▶ **What is required**
Among the lines below, which ones contain the word "canvas"? Copy every such line.

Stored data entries
.....

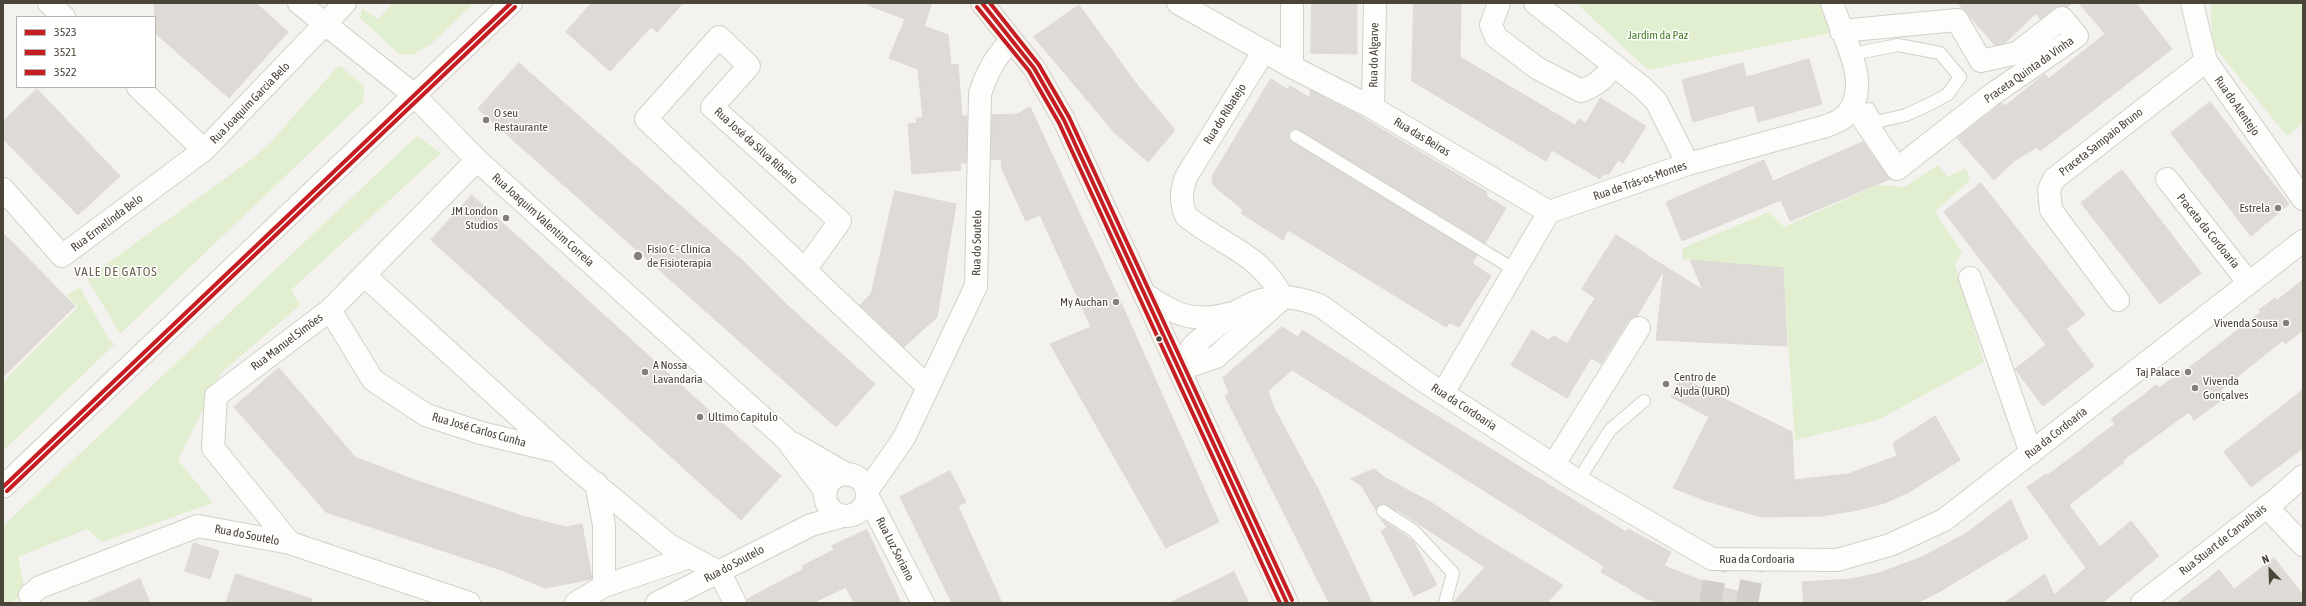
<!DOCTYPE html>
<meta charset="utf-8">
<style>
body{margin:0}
#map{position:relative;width:2306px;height:606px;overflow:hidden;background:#f4f2ee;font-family:"Asap Condensed",sans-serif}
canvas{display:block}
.frame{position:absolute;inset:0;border:4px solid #4b4439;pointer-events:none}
.legend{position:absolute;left:16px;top:16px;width:140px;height:72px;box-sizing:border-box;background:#fff;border:1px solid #b7b4b0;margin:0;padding:5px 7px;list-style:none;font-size:12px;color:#4b4439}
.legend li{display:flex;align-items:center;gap:8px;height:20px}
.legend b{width:20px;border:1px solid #b7b4b0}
.north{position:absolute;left:2250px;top:550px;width:40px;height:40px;-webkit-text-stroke:3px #fff;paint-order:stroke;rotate:337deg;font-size:11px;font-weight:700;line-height:16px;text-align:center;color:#4b4439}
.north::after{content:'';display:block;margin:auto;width:14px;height:18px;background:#4b4439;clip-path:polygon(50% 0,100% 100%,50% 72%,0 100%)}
</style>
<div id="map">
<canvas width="2306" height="606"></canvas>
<div class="frame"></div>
<ul class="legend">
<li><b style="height:5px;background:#c61d23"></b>3523</li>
<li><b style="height:5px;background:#c61d23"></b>3521</li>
<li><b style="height:5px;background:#c61d23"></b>3522</li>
</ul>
<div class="north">N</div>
</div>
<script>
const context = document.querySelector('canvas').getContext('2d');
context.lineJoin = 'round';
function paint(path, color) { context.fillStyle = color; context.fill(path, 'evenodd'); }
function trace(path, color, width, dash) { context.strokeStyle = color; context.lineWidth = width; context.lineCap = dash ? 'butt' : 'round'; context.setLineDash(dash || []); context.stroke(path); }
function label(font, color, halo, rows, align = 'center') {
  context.font = font + ' "Asap Condensed",sans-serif'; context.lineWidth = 3; context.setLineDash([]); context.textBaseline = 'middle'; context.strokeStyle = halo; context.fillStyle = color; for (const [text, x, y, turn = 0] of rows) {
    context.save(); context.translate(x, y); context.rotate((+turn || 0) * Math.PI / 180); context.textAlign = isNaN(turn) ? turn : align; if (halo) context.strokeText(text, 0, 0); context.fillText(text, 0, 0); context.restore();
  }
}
paint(new Path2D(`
 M 393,3 L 474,3 L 432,43 L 413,55 L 399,54 L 360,18 L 362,8 L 378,19 Z
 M 1576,3 L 1832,3 L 1841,31 L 1648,70 Z
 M 2211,3 L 2303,3 L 2303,123 L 2287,136 L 2212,44 Z
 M 339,65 L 364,86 L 363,102 L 120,334 L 87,278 L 252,159 L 271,142 Z
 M 417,136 L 441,153 L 291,290 L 300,305 L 221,373 L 178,460 L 213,503 L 102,542 L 87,529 L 18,557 L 25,590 L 12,603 L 3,603 L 3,526 Z
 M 1938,165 L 1948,177 L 1966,168 L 1970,180 L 1935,212 L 1962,252 L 1955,264 L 1984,362 L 1878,420 L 1795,440 L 1783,268 L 1682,259 L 1683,248 L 1769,212 L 1784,227 L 1878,185 L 1904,187 Z
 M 80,287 L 109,340 L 115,344 L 3,451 L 3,382 L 78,307 L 67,295 Z`), '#e1eecf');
const building = new Path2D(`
 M 155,3 L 256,3 L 288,32 L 229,98 L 155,33 Z
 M 592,3 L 683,3 L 657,32 L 651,27 L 610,71 L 566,32 Z
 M 869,3 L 932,3 L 924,26 L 948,35 L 951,65 L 958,64 L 962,116 L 967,116 L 966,163 L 960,163 L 961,170 L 912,174 L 908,124 L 917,123 L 916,118 L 923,118 L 918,69 L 889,58 L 905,19 L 868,5 Z
 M 1312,3 L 1357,3 L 1357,54 L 1311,53 Z
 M 1414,3 L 1461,3 L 1460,57 L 1575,125 L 1579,119 L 1586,123 L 1600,98 L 1646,126 L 1623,163 L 1618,160 L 1609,174 L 1604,174 L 1600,179 L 1552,150 L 1546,161 L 1412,81 Z
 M 1958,3 L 2072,3 L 2067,7 L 2061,6 L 2055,8 L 2040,19 L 2036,13 L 2005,43 L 1995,45 Z
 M 2079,3 L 2136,3 L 2172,49 L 2040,151 L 2037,147 L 2014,161 L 1994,180 L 1957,138 L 2002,103 L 2005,106 L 2045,74 L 2048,79 L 2105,34 Z
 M 1079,5 L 1138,86 L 1175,130 L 1148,162 L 1114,132 L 1034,37 Z
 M 1809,59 L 1822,104 L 1758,122 L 1754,105 L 1693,122 L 1682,80 L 1743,63 L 1746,77 Z
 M 519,63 L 743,261 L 786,304 L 875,384 L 836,427 L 478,109 Z
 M 1271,79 L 1287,89 L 1290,86 L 1310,98 L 1310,90 L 1360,116 L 1487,192 L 1486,196 L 1506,208 L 1485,243 L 1300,130 L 1293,129 L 1289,132 L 1289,139 L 1292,142 L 1477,255 L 1472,263 L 1491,276 L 1459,327 L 1450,323 L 1446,327 L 1288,230 L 1283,240 L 1241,213 L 1243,210 L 1213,185 L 1212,177 Z
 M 37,89 L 120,176 L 78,215 L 3,139 L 3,122 Z
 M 2210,102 L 2289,204 L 2251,236 L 2171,133 Z
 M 1030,107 L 1123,307 L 1219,522 L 1166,548 L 1050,344 L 1091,327 L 1040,215 L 1026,221 L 1002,169 L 1001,159 L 991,160 L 992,115 L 1017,114 Z
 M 1863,142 L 1890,179 L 1790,221 L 1781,200 L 1682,241 L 1666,202 L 1764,160 L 1773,181 Z
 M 2122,170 L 2201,273 L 2160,304 L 2081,203 Z
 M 1981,183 L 2085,315 L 2066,329 L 2094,366 L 2043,406 L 2015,369 L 2046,345 L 1944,212 Z
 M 895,191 L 956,204 L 937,317 L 904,347 L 860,305 L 871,294 Z
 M 472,195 L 781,476 L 741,520 L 431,240 Z
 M 3,233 L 75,306 L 3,377 Z
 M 1616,235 L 1648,255 L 1645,256 L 1650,257 L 1703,290 L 1690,260 L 1783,268 L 1787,346 L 1656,340 L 1664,270 L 1637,316 L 1628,321 L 1601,364 L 1591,358 L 1567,398 L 1511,365 L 1532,330 L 1548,340 L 1554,336 L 1567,344 L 1595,298 L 1582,289 Z
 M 2303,280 L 2303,330 L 2285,344 L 2283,340 L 2221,390 L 2226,397 L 2194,420 L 2189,412 L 2123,460 L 2124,462 L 2069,505 L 2100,547 L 2131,521 L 2159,556 L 2102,603 L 2004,603 L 2045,574 L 2054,595 L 2086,568 L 2027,487 L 2046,474 L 2048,475 L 2115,424 L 2111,419 L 2141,397 L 2156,385 L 2159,388 L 2199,360 L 2261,312 L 2259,310 L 2275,298 L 2277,300 Z
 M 1282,327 L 1298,337 L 1302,330 L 1411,400 L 1626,532 L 1628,529 L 1671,552 L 1664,566 L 1708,583 L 1758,597 L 1757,603 L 1660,603 L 1647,599 L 1601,572 L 1604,566 L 1292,370 L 1268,391 L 1274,408 L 1321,495 L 1372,603 L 1329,603 L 1225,396 L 1229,393 L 1223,378 Z
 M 279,368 L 355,457 L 409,478 L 522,516 L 566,527 L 582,524 L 592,579 L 545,588 L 504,571 L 326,512 L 234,407 Z
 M 1688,381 L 1792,432 L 1794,480 L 1848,474 L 1897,456 L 1893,443 L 1935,416 L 1960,460 L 1909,492 L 1885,503 L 1853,511 L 1821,516 L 1761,517 L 1704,500 L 1673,488 L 1709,417 L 1671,397 L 1678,383 Z
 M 2303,390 L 2303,448 L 2251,487 L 2224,452 Z
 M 1374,469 L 1384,477 L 1432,503 L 1480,535 L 1563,585 L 1547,603 L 1453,603 L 1485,567 L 1394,508 L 1396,511 L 1383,504 L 1379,505 L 1376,510 L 1361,485 L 1351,479 Z
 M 950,471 L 966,502 L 958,506 L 1002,603 L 952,603 L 900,497 Z
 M 2011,500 L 2028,538 L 1939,592 L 1917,603 L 1804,603 L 1802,582 L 1852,579 L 1879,573 L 1922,557 L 1965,534 Z
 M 1381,519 L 1413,541 L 1437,585 L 1414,596 L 1381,531 L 1387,528 Z
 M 867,530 L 901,603 L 854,603 L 846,587 L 813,603 L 747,603 L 747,599 L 804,569 L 802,566 L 834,550 L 832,546 Z
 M 194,543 L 219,551 L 210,579 L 185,571 Z
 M 2274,558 L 2303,595 L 2303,603 L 2177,603 L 2219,570 L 2234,589 Z
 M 1234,572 L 1249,603 L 1170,603 Z
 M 236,574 L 312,599 L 311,603 L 226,603 Z
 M 140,579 L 150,603 L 85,603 Z`);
paint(building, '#dedbd6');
trace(building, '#dcd9d4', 1);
trace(new Path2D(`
 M 1710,603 L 1718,559
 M 1747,603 L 1755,560`), '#d2cfca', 22, [22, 11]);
const service = new Path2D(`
 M 1852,54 L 1898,45 L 1940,53 L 1960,77 L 1948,94 L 1932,103 L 1906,115 L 1876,122 L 1869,109
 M 1296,136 L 1515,270
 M 1578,481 L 1610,430 L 1644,401
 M 1383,511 L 1414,531 L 1453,573 L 1445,603`);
const minor = new Path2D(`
 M 49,3 L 64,17
 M 299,3 L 413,94 L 477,160 L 786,439 L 826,492
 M 1178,3 L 1292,67 L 1373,108 L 1549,212
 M 1499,3 L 1491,25 L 1496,37 L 1537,68 L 1581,91 C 1597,85 1604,79 1613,65
 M 1535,3 L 1643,88 L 1656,101 L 1688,164
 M 2192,3 L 2206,61 L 2303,199
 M 1841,31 L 1957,20 L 1981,61 L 2017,53 L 2062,18 L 2077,36 L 1990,96 L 1897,169 L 1853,104
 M 1264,51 L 1186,177 C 1181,192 1180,201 1186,216 C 1224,247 1258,251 1283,298
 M 1292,67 L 1292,3
 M 138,87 L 204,150 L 345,3
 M 1373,108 L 1375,3
 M 2167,179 L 2249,283
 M 3,189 L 62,256 L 204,150
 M 805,270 L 840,221 L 712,107 L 749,66 L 719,37 L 646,119 L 928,387
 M 365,276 L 576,468 L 669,545 L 720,573 L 735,603
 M 1970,278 L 2031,453
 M 2118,300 L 2051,210 L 2049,190 L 2054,179 L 2206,61
 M 330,310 L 373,380 L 426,415 L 481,433 L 556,451
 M 1443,393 L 1549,212 L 1688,164 L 1823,127 C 1829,125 1838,122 1843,118 C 1876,89 1842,36 1832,3
 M 794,444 L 848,475
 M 1554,464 L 1639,328
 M825 495a21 21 0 1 1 42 0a21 21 0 1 1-42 0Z
 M 596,483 L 604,525 L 604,586
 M 867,491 L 904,438 L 976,286 L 980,94 C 987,72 995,57 1011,41
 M 867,495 L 923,603
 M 2267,507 L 2303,545
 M 290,543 L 213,448 L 216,396 L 330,310 L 477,160
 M 30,595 L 40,587 L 198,526 L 290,543 L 469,603
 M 576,603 L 604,586 L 690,557
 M 657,603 L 811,525 L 843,516
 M 2142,603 L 2277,499 L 2303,476`);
const tertiary = new Path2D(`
 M 1145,294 C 1175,315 1194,324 1232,313
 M 1180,369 C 1184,362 1188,352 1194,345 C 1200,339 1209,333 1216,327 C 1249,299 1278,288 1321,306 L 1424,381 L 1578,481 L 1712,559 L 1837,560 L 1890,545 L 1944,520 L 2303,241
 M 1180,369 L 1216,357 L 1283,298
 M 3,487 L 511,3`);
const secondary = new Path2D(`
 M 982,3 L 1034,68 L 1064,120 L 1287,603`);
trace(service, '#d2d0cb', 14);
trace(minor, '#d2d0cb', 24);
trace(tertiary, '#d2d0cb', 24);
trace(secondary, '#d3cfc5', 24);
trace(service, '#fdfdfc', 12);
trace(minor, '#fdfdfc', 22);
trace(tertiary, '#fdfdfc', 22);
trace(secondary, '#f7f6f1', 22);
trace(new Path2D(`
 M 982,3 L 1034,68 L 1064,120 L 1287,603
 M 3,487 L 511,3`), '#c61d23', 4);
trace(new Path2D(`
 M 977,7 L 1029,71 L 1059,123 L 1280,603
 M 7,491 L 515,7`), '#c61d23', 4);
trace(new Path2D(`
 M 990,3 L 1039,65 L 1069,117 L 1292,600`), '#c61d23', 4);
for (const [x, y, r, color] of [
 [486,120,4,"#868178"],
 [2278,208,4,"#868178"],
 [506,218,4,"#868178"],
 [638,256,5,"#868178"],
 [1116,302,4,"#868178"],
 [2286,323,4,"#868178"],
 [1159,339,3.5,"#4b4439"],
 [645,372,4,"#868178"],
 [2188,372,4,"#868178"],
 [1666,384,4,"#868178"],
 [2195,388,4,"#868178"],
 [700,417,4,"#868178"]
]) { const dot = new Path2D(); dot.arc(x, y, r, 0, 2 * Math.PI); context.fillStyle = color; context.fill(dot); trace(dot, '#fff', 1.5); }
label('12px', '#4a7f2a', '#fff', [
 ["Jardim da Paz",1658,35]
]);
label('12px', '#4b4439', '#fff', [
 ["Rua do Algarve",1374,55,-89],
 ["Praceta Quinta da Vinha",2029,70,-35],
 ["Rua Joaquim Garcia Belo",250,103,-46],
 ["Rua do Alentejo",2237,106,55],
 ["Rua do Ribatejo",1225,114,-58],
 ["Rua das Beiras",1422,137,31],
 ["Praceta Sampaio Bruno",2101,142,-38],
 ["Rua José da Silva Ribeiro",756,146,42],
 ["Rua de Trás-os-Montes",1640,181,-19],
 ["Rua Joaquim Valentim Correia",543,220,42],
 ["Rua Ermelinda Belo",107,223,-37],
 ["Praceta da Cordoaria",2208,231,51],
 ["Rua do Soutelo",977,243,-89],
 ["Rua Manuel Simões",287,342,-37],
 ["Rua da Cordoaria",1464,407,33],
 ["Rua José Carlos Cunha",479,430,16],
 ["Rua da Cordoaria",2056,433,-38],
 ["Rua do Soutelo",247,535,11],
 ["Rua Stuart de Carvalhais",2223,540,-38],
 ["Rua Luz Soriano",895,549,63],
 ["Rua da Cordoaria",1757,559],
 ["Rua do Soutelo",734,564,-28]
]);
label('12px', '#4b4439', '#fff', [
 ["O seu",494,113],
 ["Restaurante",494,127],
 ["Estrela",2270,208,"right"],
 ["JM London",498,211,"right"],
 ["Studios",498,225,"right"],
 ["Fisio C - Clínica",647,249],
 ["de Fisioterapia",647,263],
 ["My Auchan",1108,302,"right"],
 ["Vivenda Sousa",2278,323,"right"],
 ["A Nossa",653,365],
 ["Lavandaria",653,379],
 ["Taj Palace",2180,372,"right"],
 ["Centro de",1674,377],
 ["Ajuda (IURD)",1674,391],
 ["Vivenda",2203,381],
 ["Gonçalves",2203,395],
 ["Ultimo Capitulo",708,417]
], 'left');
context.letterSpacing = '1px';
label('13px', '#6e6250', '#fff', [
 ["VALE DE GATOS",116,272]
]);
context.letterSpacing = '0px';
</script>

.....

▶ **Answer for the task**
canvas{display:block}
<canvas width="2306" height="606"></canvas>
const context = document.querySelector('canvas').getContext('2d');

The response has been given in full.